Sempre alberi di imponenza preistorica circondano il Naturerbe Zentrum di Rügen, dove due strutture in legno consentono di salire in alto, tanto in alto da sopravanzare le cime. Sono impalcature che rispettano il contesto naturalistico che le ospita; alte e circolari, consentono una scalata agevole senza fatica. Arrivati in cima l’idea è quella di essere a Jurassic Park, se apparisse un Tyrannosaurus rex nessuno proverebbe stupore. A pochi chilometri, di fronte a un’ampia spiaggia dal fascino mediterraneo, sorge il Colosso di Prora: otto edifici identici e affiancati, di circa 500 metri ciascuno, concepiti da Clemens Klotz sono uno dei pochissimi esempi superstiti di architettura razionalista del Terzo Reich. Obiettivo assicurare alle famiglie tedesche, con il più grande edificio del mondo a scopo ricreativo, un luogo dove trascorrere le vacanze. Dopo la guerra Prora fu occupata dai russi, e poi destinata dalla DDR a scopi ricreativi come all’origine. Oggi l’ultima riconversione, questi giganti geometrici, a 150 metri dalla spiaggia, diventeranno (e stanno già diventando) appartamenti di lusso col progetto Novasol. Ma l’anima degli edifici ha un cuore tenace: la guardi dal mare e Prora sembra essere sempre la stessa. Ancora un tuffo nel passato a Sellin, dove, scendendo la Wilhemstrasse verso il mare, si osservano due quinte di edifici che fanno pensare a Montecarlo. Ma a Montecarlo di inizio Novecento.

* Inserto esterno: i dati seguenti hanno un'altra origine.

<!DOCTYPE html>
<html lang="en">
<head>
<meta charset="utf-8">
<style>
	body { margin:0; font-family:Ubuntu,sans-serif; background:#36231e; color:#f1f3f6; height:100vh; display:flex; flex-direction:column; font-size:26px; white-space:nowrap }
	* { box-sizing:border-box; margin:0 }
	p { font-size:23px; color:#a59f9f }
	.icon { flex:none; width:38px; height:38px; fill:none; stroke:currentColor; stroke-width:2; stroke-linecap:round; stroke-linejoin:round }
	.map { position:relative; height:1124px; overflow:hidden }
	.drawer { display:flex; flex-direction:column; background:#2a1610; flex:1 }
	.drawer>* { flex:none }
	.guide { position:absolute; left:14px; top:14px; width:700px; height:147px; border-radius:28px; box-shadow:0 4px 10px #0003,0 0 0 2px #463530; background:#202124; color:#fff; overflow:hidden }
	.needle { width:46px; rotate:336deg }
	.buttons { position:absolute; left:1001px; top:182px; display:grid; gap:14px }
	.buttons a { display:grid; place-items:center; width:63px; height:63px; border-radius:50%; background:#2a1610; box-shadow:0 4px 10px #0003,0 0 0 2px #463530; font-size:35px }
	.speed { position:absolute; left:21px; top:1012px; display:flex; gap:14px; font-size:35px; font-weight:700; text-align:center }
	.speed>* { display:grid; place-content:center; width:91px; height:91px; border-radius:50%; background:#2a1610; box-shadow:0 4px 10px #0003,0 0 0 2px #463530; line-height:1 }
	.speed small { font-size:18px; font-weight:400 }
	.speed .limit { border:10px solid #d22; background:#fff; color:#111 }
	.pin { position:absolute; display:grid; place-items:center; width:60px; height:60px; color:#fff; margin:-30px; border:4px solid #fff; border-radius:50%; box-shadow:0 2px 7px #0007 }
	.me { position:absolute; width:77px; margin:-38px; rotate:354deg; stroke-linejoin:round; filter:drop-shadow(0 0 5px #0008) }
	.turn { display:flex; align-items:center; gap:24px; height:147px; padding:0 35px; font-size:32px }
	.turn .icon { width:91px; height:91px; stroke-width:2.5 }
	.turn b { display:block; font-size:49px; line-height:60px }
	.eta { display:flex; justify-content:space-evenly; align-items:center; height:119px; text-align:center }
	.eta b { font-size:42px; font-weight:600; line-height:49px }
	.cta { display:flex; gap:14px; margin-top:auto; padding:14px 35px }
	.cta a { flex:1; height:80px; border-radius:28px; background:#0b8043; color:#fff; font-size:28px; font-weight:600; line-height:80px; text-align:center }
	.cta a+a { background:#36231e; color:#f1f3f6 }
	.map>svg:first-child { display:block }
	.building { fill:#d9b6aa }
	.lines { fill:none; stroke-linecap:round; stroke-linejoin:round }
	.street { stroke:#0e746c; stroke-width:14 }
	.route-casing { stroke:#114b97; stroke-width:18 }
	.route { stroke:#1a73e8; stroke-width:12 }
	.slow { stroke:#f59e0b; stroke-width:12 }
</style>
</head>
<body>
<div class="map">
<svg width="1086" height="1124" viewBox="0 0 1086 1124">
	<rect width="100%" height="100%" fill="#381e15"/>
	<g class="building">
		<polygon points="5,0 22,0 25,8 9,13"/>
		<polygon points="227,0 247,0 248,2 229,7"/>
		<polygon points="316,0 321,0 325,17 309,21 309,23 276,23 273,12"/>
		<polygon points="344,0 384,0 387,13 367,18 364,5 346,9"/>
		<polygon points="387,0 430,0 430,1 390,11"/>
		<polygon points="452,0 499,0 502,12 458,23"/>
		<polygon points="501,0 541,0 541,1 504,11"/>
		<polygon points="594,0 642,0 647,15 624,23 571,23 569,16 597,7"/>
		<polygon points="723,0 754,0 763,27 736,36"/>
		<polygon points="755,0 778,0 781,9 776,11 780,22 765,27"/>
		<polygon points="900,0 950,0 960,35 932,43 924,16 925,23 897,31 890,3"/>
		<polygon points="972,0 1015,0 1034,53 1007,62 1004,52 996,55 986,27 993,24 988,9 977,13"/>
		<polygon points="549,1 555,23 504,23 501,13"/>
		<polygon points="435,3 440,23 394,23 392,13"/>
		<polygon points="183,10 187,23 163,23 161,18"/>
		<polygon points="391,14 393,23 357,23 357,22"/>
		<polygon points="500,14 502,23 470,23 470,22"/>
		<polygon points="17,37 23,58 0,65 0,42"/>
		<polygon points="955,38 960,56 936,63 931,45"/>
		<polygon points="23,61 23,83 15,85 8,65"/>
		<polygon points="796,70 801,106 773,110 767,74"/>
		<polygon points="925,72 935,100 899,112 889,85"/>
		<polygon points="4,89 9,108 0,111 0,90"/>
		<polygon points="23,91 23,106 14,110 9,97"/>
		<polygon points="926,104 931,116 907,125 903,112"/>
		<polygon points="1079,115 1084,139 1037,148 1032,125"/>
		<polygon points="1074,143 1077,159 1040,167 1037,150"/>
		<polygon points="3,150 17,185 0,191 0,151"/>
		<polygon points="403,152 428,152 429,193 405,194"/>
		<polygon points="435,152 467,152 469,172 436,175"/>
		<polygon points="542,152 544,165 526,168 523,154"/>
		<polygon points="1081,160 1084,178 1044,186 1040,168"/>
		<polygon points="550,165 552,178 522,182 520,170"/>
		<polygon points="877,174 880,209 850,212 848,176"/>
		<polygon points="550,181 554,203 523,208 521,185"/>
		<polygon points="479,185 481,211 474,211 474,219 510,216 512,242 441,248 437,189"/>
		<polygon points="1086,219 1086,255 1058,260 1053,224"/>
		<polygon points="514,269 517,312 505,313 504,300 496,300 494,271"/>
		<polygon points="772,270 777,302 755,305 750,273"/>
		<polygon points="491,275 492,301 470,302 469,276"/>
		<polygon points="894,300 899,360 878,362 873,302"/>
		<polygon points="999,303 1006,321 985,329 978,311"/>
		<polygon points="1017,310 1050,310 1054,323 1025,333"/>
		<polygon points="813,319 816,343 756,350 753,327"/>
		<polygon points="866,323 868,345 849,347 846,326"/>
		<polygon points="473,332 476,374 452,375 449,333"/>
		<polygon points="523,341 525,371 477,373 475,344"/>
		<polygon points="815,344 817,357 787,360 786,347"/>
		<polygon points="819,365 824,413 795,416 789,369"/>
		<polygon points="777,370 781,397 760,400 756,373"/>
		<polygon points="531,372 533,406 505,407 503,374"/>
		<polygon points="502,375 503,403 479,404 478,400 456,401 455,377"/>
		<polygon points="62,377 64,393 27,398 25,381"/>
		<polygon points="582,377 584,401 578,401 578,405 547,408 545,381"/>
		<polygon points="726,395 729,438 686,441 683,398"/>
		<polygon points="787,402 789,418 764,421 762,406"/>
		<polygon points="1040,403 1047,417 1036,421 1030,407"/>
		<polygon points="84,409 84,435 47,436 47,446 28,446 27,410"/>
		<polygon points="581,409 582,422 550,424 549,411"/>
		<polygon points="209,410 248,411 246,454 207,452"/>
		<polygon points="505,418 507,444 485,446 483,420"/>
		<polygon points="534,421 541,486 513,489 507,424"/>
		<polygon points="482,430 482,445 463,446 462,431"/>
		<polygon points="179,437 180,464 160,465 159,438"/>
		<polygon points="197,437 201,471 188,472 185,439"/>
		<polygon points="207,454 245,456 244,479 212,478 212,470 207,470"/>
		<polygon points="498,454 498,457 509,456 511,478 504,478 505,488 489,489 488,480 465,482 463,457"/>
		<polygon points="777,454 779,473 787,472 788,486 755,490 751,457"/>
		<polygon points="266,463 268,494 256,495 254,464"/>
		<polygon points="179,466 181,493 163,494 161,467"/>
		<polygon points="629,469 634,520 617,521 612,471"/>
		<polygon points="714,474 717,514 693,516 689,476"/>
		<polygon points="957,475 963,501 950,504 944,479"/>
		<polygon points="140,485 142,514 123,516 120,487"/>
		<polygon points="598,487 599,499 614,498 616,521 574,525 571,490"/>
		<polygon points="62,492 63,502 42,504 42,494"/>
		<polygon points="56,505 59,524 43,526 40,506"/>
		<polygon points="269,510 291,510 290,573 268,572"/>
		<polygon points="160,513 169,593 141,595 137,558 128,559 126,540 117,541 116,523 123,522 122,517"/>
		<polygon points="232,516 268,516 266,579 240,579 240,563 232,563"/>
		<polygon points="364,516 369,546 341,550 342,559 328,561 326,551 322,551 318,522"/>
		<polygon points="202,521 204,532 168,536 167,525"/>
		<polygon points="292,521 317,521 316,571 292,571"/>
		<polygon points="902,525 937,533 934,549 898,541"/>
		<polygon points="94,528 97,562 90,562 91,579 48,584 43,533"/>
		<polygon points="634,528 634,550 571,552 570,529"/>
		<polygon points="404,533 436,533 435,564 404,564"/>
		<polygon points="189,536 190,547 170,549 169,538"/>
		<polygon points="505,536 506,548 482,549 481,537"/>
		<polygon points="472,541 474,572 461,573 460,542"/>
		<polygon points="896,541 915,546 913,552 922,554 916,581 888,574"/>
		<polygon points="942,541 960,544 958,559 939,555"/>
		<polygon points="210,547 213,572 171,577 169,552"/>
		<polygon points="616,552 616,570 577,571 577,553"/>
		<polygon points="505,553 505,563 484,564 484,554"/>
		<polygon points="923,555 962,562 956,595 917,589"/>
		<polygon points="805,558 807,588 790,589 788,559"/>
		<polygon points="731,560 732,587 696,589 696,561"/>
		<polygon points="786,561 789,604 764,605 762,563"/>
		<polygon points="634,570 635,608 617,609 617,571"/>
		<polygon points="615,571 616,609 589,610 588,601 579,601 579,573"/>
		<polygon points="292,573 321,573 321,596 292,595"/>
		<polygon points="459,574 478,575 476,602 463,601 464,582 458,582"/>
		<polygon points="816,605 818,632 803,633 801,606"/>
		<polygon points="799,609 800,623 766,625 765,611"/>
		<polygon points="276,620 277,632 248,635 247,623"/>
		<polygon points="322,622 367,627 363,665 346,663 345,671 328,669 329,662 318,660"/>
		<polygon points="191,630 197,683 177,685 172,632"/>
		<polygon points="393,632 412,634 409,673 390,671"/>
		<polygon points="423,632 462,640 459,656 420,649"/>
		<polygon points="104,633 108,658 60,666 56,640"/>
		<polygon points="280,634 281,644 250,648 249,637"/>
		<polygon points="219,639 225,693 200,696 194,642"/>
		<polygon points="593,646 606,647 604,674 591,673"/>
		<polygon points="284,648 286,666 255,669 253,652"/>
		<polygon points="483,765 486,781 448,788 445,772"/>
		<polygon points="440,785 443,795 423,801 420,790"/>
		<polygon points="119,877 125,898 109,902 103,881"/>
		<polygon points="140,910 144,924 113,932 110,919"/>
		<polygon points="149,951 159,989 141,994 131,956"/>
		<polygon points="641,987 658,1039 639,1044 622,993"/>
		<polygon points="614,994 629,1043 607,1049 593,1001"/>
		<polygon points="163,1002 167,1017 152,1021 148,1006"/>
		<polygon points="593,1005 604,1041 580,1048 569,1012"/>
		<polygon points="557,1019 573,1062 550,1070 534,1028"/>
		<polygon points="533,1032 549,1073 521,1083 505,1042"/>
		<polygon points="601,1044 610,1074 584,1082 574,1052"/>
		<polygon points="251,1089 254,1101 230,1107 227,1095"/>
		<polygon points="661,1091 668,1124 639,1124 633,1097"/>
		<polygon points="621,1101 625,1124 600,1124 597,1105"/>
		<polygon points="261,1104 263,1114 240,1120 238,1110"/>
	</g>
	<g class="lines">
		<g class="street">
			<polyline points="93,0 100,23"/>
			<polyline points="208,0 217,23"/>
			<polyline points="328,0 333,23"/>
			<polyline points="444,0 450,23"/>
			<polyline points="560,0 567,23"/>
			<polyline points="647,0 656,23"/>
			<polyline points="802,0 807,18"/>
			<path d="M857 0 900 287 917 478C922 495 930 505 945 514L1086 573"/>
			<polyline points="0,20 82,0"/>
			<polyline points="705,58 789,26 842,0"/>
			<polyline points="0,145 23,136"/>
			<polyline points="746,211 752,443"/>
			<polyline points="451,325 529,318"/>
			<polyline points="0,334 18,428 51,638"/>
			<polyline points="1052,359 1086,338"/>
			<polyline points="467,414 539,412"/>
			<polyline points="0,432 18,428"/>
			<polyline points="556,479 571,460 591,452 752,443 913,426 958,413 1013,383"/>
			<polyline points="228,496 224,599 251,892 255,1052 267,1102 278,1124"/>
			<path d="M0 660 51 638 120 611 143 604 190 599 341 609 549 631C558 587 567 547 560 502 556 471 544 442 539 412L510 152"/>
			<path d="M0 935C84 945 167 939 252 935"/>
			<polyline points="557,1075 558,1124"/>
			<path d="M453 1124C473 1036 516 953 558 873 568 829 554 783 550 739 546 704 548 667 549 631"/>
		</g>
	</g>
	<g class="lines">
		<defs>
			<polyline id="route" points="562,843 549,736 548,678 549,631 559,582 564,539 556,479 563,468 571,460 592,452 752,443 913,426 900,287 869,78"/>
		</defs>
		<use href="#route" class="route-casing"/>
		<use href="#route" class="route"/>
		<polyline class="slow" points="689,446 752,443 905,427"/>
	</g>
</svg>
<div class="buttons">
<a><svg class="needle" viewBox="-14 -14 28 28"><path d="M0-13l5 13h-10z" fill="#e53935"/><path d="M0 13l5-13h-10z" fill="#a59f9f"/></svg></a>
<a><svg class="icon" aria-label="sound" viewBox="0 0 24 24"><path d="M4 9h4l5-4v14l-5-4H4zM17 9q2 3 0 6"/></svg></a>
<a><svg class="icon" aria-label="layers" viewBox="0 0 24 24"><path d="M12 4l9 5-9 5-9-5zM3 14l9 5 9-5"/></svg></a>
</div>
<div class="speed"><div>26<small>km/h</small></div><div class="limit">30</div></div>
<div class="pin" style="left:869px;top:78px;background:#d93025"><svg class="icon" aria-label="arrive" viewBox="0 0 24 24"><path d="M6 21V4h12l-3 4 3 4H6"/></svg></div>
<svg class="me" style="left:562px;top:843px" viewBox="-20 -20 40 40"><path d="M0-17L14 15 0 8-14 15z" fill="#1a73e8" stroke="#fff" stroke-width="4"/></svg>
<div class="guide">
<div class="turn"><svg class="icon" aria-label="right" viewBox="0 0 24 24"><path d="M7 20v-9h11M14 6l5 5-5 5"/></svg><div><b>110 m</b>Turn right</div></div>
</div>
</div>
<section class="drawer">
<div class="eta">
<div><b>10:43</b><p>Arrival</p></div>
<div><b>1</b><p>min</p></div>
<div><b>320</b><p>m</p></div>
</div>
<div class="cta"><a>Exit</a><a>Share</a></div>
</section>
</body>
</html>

L’approdo finale è di una suggestione straniante: un lungo molo che termina nel Seebrücke, padiglione adagiato sull’acqua con torrette, vetrate e tetti aguzzi. Alle sue spalle il Tauchgondel, cupola subacquea che tanto sarebbe piaciuta a Jules Verne. A Rügen si mangia bene? Certo che si. Alla Schilligs Gasthof di Hafenweg trionfo del bio e della cucina di prossimità. Sapori semplici ma irrinunciabili, con carni prodotte da loro e pescato in arrivo dal molo prospiciente. Chilometro zero? Molto, ma molto di più. Nella località balneare di Binz, lo Strandhotel Dorint ospita il ristorante Olivio: ingredienti tedeschi certificati e ricette di ispirazione mediterranea. Difficile gustare carni di questa levatura, il miglior indirizzo del viaggio. Due gioielli ancora, prima di lasciarvi. Nei pressi di Binz domina la foresta il castello ottocentesco di Granitz, onirico ed eclettico espone le sue forme moresche in Pomerania. A Cap Arkona vanno nuovamente in scena le candide scogliere di Rügen, segnalate da due fari tra i più belli del Baltico. Un luogo di tale bellezza che venne scelto per celebrare i riti in onore di Svetovid e del suo oracolo equino, leggendario stallone bianco che poteva decidere tra guerra e pace.